[BRIEF]: Every line of the material below that holds the string "auto" should be copied.
##########
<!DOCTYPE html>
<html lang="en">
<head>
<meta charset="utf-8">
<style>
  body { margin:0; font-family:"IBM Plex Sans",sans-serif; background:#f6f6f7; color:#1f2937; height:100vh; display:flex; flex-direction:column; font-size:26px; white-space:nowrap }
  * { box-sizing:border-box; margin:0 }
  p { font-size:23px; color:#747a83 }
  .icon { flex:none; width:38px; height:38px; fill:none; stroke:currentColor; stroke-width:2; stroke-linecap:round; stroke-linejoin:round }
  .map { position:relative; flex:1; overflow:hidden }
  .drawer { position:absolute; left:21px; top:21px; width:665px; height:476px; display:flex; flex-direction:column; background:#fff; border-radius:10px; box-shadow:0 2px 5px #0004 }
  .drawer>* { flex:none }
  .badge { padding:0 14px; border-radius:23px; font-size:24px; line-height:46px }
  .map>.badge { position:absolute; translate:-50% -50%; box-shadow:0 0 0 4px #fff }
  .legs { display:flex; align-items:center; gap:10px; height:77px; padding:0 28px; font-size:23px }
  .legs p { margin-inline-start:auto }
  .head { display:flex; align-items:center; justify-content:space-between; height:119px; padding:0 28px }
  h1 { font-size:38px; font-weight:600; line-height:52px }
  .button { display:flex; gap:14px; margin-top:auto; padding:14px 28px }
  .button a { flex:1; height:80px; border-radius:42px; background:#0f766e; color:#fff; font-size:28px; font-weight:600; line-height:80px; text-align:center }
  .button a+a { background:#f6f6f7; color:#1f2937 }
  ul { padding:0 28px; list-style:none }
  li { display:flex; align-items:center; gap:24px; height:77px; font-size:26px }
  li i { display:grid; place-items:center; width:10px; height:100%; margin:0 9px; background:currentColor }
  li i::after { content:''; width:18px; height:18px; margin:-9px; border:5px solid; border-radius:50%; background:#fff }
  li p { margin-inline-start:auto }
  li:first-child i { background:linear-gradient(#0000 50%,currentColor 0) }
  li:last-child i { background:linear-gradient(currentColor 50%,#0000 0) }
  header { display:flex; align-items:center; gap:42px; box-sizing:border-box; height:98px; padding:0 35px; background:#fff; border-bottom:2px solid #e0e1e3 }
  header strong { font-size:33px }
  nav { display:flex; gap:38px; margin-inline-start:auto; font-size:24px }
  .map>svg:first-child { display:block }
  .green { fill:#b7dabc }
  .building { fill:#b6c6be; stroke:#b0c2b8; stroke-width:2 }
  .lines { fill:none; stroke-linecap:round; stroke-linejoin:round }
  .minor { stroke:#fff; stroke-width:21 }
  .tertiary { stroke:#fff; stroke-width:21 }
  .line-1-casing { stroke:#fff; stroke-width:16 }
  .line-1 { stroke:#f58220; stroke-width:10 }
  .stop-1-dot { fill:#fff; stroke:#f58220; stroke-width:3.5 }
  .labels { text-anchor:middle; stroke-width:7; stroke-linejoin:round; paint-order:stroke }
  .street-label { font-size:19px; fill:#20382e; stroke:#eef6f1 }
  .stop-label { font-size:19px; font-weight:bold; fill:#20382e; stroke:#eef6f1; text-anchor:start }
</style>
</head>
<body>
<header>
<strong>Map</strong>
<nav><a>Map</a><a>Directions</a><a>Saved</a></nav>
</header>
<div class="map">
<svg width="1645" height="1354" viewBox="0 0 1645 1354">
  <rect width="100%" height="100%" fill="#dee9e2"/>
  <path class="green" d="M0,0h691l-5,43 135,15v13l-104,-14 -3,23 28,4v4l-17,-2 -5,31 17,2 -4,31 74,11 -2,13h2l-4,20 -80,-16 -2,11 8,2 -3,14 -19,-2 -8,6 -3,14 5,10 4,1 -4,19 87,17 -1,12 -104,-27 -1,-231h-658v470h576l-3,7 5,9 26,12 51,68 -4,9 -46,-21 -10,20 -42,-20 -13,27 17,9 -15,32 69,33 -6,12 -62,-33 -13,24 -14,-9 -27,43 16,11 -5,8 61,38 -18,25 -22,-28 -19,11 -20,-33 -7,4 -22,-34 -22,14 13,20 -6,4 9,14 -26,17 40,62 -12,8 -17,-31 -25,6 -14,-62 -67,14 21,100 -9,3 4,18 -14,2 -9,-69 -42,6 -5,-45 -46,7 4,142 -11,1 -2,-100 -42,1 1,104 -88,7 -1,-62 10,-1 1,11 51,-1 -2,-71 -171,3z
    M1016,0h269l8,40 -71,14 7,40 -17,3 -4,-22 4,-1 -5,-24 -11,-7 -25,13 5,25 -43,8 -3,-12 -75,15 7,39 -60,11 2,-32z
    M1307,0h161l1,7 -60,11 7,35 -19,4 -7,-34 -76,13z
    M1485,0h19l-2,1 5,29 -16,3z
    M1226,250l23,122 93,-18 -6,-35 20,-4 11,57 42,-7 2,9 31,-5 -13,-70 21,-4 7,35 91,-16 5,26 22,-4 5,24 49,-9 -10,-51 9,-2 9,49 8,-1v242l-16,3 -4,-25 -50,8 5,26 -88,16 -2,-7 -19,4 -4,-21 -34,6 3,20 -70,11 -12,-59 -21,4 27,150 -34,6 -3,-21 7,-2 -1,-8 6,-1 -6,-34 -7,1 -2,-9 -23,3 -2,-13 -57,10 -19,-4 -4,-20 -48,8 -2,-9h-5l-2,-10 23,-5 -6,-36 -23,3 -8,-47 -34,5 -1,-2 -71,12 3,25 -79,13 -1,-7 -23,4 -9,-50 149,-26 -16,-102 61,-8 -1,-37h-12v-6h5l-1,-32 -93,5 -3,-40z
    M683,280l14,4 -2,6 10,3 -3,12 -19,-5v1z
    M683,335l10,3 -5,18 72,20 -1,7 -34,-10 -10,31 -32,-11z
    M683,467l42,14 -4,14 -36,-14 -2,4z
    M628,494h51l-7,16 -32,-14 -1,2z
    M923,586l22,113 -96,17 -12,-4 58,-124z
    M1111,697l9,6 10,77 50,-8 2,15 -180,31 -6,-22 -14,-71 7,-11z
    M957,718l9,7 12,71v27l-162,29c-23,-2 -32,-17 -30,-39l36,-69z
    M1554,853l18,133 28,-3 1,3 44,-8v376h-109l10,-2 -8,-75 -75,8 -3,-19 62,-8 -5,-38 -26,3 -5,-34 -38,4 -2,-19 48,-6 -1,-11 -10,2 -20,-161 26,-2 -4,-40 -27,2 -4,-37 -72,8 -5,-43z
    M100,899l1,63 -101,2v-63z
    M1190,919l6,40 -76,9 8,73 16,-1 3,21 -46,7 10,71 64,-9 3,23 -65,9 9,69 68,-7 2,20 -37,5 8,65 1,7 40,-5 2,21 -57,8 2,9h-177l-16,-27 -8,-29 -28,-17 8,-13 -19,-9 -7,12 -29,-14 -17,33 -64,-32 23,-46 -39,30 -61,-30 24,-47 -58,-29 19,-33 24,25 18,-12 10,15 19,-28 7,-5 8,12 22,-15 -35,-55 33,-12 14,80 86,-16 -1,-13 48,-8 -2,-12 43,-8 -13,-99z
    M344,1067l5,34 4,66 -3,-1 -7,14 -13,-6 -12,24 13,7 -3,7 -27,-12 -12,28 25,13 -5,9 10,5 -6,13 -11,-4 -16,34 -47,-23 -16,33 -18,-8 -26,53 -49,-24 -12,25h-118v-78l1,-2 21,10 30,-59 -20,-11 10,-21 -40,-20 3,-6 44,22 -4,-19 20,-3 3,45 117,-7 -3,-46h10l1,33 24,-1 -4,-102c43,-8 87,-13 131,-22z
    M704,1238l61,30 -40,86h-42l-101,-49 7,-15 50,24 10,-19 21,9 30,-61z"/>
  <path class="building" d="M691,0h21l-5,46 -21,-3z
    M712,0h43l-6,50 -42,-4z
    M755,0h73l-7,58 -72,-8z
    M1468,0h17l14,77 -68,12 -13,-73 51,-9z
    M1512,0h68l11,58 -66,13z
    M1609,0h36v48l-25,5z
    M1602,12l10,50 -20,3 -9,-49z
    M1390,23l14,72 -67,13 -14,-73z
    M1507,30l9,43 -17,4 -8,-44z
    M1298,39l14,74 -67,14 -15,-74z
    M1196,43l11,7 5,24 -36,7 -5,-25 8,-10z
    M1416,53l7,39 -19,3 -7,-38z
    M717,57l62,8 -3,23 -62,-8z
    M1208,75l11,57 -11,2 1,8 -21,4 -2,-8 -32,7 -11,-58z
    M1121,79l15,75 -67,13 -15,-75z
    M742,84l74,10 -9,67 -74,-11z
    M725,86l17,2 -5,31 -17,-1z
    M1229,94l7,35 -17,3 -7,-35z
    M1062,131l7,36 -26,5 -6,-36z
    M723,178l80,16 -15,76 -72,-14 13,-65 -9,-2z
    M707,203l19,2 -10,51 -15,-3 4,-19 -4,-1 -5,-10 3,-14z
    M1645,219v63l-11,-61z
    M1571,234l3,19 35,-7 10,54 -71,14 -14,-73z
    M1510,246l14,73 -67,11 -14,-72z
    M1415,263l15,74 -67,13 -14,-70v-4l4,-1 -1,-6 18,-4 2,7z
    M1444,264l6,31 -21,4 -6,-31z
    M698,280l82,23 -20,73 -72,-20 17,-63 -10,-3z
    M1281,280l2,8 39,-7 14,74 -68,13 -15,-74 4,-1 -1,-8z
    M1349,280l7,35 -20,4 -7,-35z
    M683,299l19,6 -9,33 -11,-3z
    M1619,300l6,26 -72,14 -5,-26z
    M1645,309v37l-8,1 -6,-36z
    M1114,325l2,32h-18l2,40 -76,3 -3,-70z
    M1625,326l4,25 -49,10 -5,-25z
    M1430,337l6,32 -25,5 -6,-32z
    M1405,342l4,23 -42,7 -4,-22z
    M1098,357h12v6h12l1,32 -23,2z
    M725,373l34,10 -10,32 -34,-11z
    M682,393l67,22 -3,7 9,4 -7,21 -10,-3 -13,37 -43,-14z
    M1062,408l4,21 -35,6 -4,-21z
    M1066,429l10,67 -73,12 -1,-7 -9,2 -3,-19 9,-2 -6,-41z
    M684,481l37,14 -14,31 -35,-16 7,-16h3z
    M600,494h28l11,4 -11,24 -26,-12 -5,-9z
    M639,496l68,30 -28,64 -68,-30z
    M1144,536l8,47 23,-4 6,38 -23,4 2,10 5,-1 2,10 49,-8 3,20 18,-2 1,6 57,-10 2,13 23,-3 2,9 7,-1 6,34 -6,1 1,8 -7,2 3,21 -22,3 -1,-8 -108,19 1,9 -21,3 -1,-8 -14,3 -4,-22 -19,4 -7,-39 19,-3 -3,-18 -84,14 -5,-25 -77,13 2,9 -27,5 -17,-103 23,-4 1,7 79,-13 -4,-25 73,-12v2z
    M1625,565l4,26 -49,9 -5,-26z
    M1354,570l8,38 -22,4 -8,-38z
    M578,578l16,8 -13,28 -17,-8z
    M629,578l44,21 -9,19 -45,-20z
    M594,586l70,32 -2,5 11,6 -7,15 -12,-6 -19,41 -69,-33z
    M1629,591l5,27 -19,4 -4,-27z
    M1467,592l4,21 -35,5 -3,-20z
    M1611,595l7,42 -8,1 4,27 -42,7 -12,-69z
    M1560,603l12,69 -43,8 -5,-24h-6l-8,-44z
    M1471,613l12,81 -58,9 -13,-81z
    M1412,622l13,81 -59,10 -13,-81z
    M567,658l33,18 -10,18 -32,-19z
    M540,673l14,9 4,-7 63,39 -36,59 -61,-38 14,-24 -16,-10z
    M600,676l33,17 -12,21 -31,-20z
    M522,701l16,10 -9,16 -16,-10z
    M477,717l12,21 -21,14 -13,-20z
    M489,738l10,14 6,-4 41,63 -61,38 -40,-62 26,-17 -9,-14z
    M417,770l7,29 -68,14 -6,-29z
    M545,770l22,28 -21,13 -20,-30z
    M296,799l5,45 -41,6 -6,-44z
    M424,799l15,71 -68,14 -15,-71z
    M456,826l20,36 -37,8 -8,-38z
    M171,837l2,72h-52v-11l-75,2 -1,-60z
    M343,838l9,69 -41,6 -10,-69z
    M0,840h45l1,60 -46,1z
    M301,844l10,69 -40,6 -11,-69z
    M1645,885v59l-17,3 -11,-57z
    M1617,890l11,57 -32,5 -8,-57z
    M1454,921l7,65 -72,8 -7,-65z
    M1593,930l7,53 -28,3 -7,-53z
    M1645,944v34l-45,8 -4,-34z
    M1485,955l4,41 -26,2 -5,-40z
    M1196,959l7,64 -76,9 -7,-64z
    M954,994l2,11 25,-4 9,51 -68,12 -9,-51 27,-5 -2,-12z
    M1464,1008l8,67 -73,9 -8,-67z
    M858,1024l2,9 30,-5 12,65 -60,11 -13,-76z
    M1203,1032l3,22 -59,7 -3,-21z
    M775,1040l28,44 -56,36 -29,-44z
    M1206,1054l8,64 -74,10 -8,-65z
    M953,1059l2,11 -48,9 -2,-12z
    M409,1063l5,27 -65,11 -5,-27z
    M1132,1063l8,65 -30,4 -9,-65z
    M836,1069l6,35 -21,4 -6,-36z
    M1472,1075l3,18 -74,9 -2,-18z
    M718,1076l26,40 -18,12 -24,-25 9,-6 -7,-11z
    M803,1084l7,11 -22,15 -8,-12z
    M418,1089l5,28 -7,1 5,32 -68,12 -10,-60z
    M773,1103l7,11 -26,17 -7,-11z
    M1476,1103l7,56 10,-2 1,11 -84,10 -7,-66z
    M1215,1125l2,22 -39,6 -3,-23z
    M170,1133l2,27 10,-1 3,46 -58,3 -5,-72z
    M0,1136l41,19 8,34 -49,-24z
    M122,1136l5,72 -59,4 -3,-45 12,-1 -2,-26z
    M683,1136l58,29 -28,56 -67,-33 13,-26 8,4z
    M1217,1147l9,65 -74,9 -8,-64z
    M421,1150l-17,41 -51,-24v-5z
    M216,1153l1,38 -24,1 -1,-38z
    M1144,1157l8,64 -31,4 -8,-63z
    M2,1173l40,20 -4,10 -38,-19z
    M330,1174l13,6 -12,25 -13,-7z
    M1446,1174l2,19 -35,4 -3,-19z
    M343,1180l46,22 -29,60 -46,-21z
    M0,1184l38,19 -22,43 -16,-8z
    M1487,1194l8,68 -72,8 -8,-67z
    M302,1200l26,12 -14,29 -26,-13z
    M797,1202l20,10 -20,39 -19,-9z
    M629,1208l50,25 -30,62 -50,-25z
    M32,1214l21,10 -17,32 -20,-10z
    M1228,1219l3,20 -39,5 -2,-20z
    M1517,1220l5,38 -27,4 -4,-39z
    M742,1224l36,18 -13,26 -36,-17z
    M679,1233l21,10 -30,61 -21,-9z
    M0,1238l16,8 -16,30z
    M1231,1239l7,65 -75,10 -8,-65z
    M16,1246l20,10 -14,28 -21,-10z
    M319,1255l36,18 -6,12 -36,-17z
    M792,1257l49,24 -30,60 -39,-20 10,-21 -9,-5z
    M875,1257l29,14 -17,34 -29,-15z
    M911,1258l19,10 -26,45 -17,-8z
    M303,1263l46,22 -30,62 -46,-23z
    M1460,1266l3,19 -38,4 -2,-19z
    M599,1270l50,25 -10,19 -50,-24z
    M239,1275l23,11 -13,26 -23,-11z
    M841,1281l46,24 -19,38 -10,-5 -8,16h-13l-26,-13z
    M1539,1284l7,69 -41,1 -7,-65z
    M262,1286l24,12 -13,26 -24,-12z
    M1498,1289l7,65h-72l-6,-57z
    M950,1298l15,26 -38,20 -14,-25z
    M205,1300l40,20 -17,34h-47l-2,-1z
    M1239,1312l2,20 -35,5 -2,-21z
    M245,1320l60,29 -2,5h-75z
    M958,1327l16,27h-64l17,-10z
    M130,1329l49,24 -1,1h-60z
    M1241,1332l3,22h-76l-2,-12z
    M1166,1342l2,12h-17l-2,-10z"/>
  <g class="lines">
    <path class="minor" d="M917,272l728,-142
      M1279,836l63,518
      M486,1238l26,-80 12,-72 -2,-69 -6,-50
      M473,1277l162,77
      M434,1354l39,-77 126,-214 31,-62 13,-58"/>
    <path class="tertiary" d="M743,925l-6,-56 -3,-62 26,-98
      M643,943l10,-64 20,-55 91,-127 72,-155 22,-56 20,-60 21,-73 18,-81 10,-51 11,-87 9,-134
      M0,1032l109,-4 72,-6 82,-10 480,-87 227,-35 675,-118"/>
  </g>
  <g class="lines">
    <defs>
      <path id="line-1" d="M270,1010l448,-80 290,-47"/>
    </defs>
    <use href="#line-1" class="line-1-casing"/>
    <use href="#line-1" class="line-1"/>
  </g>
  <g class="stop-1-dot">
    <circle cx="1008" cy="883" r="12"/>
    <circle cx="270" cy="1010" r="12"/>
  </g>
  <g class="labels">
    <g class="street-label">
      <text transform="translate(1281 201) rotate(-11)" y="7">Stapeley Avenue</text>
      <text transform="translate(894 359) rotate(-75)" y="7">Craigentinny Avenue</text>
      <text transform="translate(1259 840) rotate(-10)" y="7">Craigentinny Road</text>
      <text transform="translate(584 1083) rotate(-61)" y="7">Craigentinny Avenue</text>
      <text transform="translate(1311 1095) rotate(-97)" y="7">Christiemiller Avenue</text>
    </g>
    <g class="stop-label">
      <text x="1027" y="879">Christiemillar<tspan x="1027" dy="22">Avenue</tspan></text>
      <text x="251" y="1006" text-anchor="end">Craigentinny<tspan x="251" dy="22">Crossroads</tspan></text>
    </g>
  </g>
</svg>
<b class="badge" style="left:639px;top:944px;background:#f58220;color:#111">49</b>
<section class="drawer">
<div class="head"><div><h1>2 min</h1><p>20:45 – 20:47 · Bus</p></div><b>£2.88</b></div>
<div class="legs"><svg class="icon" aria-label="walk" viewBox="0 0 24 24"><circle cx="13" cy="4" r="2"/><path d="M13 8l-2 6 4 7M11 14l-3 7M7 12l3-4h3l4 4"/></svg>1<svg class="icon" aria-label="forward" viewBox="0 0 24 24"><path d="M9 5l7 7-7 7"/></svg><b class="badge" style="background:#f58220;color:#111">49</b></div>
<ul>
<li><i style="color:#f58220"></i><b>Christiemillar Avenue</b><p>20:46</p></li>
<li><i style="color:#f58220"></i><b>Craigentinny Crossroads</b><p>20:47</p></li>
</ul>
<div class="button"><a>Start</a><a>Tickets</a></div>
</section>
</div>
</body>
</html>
##########
[RESPONSE TO THE EXERCISE]:
  .legs p { margin-inline-start:auto }
  .button { display:flex; gap:14px; margin-top:auto; padding:14px 28px }
  li p { margin-inline-start:auto }
  nav { display:flex; gap:38px; margin-inline-start:auto; font-size:24px }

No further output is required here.